=== Problem description ===
Take the data below and copy exactly the lines starting at the one with "M 0,2128 L 36,2166" and finishing at the one with "M 232,220 L", both included.

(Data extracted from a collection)
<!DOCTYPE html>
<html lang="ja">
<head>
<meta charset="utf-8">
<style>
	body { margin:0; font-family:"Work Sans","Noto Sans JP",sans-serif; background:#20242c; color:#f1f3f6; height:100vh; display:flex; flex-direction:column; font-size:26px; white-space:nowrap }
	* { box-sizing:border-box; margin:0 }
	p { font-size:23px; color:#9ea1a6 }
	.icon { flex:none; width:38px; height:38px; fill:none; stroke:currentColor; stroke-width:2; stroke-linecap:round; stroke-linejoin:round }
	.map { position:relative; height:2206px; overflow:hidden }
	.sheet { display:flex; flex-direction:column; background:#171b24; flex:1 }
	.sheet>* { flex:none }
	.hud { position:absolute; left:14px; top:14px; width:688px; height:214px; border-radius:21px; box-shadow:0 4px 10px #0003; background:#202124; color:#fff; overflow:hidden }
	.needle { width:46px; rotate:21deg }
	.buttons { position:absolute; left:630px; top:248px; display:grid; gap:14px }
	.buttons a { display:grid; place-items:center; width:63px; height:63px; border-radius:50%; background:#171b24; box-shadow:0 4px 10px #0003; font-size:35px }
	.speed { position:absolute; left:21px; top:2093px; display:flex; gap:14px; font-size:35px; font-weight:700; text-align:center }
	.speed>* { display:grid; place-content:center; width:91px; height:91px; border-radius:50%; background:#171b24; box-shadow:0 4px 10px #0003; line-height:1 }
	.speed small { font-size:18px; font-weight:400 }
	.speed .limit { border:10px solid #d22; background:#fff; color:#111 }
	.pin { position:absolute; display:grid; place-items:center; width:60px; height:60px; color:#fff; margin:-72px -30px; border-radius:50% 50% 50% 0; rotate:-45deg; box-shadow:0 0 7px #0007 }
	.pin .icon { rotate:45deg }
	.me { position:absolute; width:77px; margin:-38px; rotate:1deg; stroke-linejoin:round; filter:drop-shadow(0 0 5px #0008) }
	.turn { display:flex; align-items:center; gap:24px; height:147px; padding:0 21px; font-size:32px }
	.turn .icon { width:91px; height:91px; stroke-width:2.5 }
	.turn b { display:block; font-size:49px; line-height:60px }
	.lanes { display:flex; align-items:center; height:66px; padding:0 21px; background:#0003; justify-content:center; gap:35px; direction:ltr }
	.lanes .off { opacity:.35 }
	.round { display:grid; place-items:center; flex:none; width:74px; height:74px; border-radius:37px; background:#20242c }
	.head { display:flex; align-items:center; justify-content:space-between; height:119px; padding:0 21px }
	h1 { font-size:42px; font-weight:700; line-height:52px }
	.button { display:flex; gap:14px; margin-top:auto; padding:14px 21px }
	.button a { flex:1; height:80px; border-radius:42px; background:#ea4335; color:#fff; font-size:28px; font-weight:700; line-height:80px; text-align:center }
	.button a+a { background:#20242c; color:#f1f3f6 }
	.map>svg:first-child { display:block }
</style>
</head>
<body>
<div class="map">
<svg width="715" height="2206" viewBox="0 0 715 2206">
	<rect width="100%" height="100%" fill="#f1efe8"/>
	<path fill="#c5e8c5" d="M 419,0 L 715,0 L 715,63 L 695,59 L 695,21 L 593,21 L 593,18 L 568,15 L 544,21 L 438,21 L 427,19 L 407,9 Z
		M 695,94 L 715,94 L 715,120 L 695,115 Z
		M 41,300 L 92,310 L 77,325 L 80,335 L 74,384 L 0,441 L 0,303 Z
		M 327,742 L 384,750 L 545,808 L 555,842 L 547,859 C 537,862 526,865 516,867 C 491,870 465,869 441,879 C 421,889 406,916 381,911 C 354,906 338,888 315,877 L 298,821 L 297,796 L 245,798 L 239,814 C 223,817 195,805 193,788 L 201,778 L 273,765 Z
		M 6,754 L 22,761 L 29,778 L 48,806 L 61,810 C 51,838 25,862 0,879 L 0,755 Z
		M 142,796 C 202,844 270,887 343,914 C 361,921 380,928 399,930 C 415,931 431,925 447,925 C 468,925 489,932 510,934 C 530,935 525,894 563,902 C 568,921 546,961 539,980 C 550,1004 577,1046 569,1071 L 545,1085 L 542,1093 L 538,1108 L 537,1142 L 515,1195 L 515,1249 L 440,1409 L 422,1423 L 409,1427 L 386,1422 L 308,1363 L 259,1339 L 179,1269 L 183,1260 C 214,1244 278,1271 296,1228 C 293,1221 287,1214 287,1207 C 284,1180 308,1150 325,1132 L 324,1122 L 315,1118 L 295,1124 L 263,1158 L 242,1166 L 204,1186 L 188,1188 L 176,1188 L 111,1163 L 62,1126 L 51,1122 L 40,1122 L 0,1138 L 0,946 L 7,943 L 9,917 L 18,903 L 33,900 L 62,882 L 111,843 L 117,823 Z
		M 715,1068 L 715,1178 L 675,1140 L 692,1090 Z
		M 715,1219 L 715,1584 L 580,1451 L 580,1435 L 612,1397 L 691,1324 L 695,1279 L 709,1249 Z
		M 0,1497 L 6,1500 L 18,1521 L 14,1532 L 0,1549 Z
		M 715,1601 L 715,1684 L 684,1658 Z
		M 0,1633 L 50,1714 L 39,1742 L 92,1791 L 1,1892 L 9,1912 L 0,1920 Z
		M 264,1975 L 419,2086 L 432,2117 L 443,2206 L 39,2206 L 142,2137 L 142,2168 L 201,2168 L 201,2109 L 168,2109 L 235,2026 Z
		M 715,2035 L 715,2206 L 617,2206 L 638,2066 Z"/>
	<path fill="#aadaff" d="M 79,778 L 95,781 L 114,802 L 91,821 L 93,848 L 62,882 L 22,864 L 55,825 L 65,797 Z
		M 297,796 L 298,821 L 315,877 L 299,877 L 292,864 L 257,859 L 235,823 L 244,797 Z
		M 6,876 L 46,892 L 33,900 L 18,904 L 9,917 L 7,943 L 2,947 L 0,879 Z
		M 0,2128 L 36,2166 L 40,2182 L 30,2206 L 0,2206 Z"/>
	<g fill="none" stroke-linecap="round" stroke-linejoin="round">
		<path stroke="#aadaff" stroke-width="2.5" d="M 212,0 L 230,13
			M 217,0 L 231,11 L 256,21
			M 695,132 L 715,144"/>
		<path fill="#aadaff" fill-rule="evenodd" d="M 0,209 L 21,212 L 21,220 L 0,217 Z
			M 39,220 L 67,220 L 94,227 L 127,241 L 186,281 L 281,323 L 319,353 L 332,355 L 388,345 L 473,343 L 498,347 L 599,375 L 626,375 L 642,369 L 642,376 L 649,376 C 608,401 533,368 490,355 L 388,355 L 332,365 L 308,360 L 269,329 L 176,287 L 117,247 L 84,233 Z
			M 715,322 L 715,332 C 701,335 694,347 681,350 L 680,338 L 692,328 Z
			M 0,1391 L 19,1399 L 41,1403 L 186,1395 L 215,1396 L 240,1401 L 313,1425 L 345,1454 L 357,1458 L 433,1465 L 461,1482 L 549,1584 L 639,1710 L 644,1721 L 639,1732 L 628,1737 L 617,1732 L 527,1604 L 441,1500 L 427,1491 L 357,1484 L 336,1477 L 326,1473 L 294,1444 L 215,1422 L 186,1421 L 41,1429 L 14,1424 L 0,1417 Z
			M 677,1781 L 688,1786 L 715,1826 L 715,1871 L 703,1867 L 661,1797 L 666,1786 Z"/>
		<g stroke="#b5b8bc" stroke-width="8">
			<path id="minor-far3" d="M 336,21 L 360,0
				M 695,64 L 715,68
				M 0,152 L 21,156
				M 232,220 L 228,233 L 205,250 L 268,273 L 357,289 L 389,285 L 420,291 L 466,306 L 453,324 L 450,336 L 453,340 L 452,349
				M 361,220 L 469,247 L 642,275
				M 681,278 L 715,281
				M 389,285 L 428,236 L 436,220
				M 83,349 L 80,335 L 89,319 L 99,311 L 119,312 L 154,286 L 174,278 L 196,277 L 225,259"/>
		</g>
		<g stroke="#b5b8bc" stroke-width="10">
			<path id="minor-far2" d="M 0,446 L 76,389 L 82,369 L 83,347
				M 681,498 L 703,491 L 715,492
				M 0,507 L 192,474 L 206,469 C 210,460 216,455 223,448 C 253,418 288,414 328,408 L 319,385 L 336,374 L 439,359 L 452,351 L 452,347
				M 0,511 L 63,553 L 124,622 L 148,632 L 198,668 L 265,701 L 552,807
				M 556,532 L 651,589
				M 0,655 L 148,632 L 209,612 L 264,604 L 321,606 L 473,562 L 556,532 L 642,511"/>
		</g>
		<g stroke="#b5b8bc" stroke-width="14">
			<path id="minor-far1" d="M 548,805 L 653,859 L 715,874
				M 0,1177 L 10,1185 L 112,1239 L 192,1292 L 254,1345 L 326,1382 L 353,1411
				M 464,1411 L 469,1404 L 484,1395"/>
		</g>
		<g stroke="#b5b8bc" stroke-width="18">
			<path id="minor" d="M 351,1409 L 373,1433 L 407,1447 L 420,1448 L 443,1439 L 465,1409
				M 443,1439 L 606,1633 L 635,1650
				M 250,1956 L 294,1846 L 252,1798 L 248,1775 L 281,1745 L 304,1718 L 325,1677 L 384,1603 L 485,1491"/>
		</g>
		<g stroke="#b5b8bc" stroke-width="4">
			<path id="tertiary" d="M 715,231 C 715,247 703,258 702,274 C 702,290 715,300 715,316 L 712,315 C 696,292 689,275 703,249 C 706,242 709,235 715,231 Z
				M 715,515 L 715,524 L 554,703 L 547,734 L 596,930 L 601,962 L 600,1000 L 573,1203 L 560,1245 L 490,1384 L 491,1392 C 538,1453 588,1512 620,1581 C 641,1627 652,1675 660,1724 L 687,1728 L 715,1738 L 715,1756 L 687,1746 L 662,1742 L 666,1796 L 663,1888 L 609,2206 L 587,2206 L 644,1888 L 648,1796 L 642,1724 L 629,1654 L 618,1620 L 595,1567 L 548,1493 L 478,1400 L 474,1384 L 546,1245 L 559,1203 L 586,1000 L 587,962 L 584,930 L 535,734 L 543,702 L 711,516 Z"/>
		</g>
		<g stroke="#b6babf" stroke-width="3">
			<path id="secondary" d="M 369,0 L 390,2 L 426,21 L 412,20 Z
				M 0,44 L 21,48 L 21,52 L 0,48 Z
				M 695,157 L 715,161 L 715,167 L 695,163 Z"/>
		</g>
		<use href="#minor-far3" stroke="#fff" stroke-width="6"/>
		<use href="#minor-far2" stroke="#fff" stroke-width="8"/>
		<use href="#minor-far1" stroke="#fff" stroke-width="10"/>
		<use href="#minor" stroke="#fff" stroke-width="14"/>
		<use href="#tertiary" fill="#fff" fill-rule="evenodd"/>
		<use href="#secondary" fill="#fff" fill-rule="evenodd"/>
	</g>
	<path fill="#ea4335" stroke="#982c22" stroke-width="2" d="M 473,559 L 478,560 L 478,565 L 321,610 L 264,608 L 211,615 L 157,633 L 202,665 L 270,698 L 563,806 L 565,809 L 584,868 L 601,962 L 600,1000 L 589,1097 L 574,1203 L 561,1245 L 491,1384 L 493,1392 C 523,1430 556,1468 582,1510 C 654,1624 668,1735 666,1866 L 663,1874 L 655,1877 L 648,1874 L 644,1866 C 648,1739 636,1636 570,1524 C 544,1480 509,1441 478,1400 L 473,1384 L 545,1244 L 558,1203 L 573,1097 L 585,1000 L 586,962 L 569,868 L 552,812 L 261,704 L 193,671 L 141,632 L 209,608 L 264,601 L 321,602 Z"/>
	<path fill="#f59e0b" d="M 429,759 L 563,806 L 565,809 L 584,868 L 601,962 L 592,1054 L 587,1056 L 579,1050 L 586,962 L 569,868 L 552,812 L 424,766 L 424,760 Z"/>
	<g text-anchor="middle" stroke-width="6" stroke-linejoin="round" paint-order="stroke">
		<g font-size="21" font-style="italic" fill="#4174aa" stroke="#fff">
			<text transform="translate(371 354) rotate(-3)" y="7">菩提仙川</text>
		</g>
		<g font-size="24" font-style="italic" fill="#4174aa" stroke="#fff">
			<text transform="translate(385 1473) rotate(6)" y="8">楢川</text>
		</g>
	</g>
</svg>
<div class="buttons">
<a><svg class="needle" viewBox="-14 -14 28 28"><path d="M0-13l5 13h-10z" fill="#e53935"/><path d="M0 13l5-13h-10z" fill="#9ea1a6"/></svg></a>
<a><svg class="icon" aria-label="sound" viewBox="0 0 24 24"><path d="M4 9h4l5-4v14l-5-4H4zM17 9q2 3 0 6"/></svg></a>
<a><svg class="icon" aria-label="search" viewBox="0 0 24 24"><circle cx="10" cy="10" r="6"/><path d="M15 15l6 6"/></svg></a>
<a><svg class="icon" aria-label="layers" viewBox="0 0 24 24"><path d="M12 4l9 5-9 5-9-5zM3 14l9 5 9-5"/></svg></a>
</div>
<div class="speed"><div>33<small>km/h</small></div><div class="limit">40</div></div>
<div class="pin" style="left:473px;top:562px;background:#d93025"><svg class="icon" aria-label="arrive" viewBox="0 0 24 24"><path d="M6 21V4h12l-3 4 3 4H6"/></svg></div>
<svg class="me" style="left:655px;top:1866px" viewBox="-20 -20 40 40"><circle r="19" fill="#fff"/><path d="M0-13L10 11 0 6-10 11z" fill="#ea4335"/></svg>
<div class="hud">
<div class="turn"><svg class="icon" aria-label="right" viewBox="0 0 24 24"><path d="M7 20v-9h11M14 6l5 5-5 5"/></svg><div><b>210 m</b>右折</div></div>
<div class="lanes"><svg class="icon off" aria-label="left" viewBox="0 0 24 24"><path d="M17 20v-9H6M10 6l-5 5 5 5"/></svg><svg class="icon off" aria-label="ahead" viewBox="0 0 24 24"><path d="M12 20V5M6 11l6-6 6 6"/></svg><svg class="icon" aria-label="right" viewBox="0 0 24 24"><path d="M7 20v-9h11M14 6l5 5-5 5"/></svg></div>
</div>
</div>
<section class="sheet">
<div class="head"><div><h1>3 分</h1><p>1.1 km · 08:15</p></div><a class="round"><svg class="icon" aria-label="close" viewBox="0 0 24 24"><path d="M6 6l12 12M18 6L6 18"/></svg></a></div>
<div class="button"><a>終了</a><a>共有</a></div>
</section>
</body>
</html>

=== Exercise output ===
		M 0,2128 L 36,2166 L 40,2182 L 30,2206 L 0,2206 Z"/>
	<g fill="none" stroke-linecap="round" stroke-linejoin="round">
		<path stroke="#aadaff" stroke-width="2.5" d="M 212,0 L 230,13
			M 217,0 L 231,11 L 256,21
			M 695,132 L 715,144"/>
		<path fill="#aadaff" fill-rule="evenodd" d="M 0,209 L 21,212 L 21,220 L 0,217 Z
			M 39,220 L 67,220 L 94,227 L 127,241 L 186,281 L 281,323 L 319,353 L 332,355 L 388,345 L 473,343 L 498,347 L 599,375 L 626,375 L 642,369 L 642,376 L 649,376 C 608,401 533,368 490,355 L 388,355 L 332,365 L 308,360 L 269,329 L 176,287 L 117,247 L 84,233 Z
			M 715,322 L 715,332 C 701,335 694,347 681,350 L 680,338 L 692,328 Z
			M 0,1391 L 19,1399 L 41,1403 L 186,1395 L 215,1396 L 240,1401 L 313,1425 L 345,1454 L 357,1458 L 433,1465 L 461,1482 L 549,1584 L 639,1710 L 644,1721 L 639,1732 L 628,1737 L 617,1732 L 527,1604 L 441,1500 L 427,1491 L 357,1484 L 336,1477 L 326,1473 L 294,1444 L 215,1422 L 186,1421 L 41,1429 L 14,1424 L 0,1417 Z
			M 677,1781 L 688,1786 L 715,1826 L 715,1871 L 703,1867 L 661,1797 L 666,1786 Z"/>
		<g stroke="#b5b8bc" stroke-width="8">
			<path id="minor-far3" d="M 336,21 L 360,0
				M 695,64 L 715,68
				M 0,152 L 21,156
				M 232,220 L 228,233 L 205,250 L 268,273 L 357,289 L 389,285 L 420,291 L 466,306 L 453,324 L 450,336 L 453,340 L 452,349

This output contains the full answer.